Data extracts:
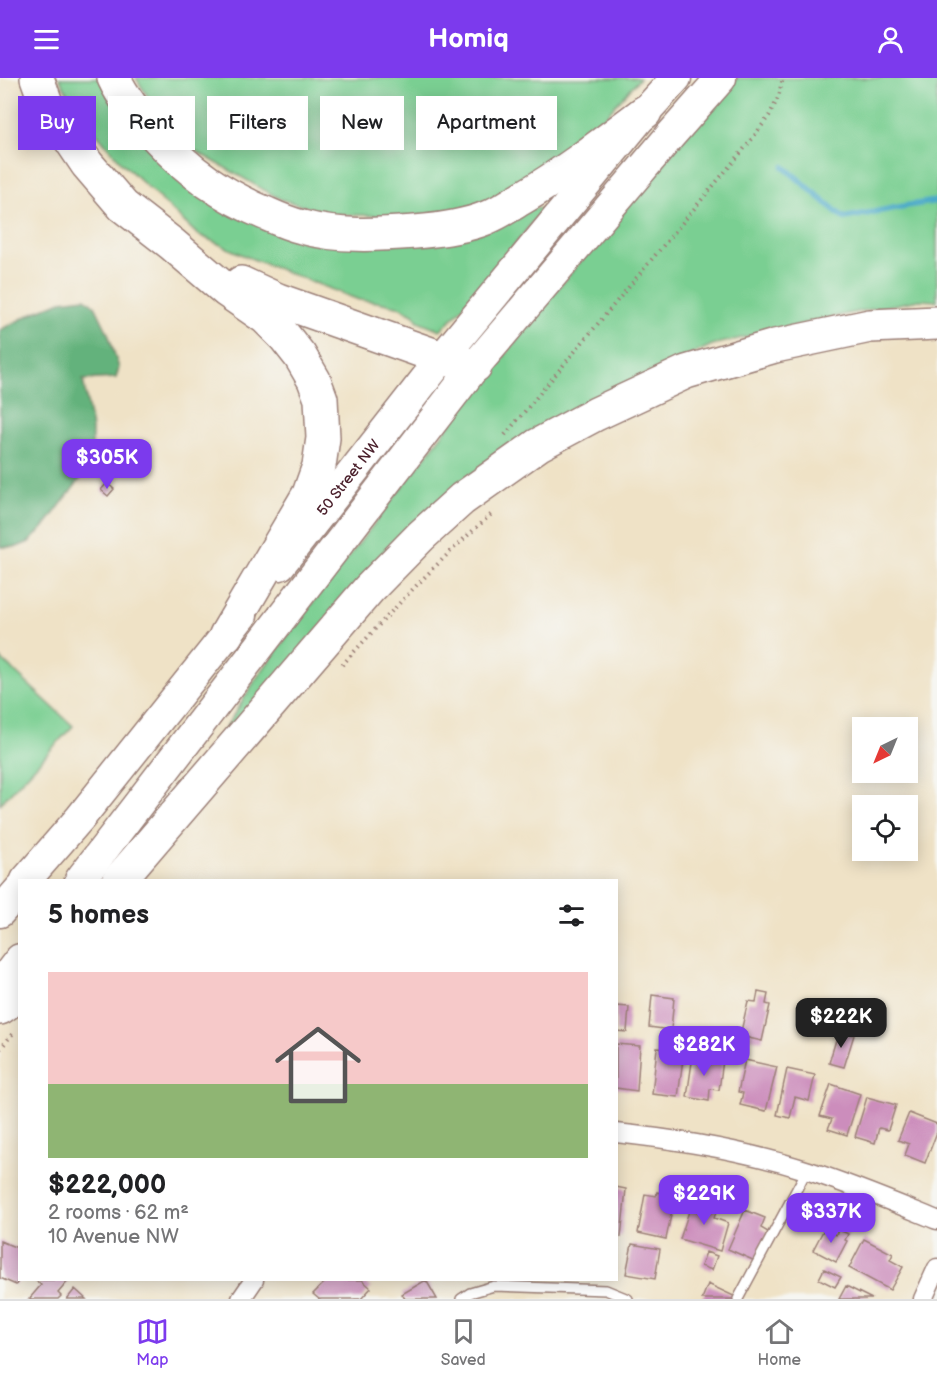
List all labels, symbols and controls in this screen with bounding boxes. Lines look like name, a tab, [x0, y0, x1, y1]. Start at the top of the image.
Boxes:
icon: menu	[30, 23, 63, 56]
text: Homiq	[428, 23, 509, 55]
icon: person	[874, 23, 907, 56]
chip: Buy	[18, 96, 96, 150]
chip: Rent	[108, 96, 195, 150]
chip: Filters	[207, 96, 308, 150]
chip: New	[320, 96, 404, 150]
chip: Apartment	[416, 96, 557, 150]
street label: 50 Street NW	[313, 435, 384, 520]
pin: $305K	[65, 439, 149, 490]
text: $305K	[76, 446, 138, 470]
north arrow	[852, 717, 918, 783]
map controls	[852, 717, 918, 861]
button: locate	[852, 795, 918, 861]
icon: filters	[555, 899, 588, 932]
text: 5 homes	[48, 900, 149, 931]
pin: $222K	[799, 998, 883, 1049]
text: $222K	[810, 1005, 872, 1029]
icon: home	[264, 1011, 372, 1119]
pin: $282K	[662, 1026, 746, 1077]
text: $282K	[673, 1033, 735, 1057]
text: $222,000	[48, 1170, 166, 1201]
pin: $229K	[662, 1175, 746, 1226]
text: $229K	[673, 1182, 735, 1206]
pin: $337K	[789, 1193, 873, 1244]
text: $337K	[800, 1200, 862, 1224]
text: 2 rooms · 62 m²	[48, 1201, 189, 1225]
text: 10 Avenue NW	[48, 1225, 179, 1249]
tab: Map	[136, 1315, 169, 1370]
tab: Saved	[441, 1315, 486, 1370]
tab: Home	[758, 1315, 801, 1370]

Task item: Report how many lines in the listing above hold the string "icon", giving the number and no other words.

Answer section: 4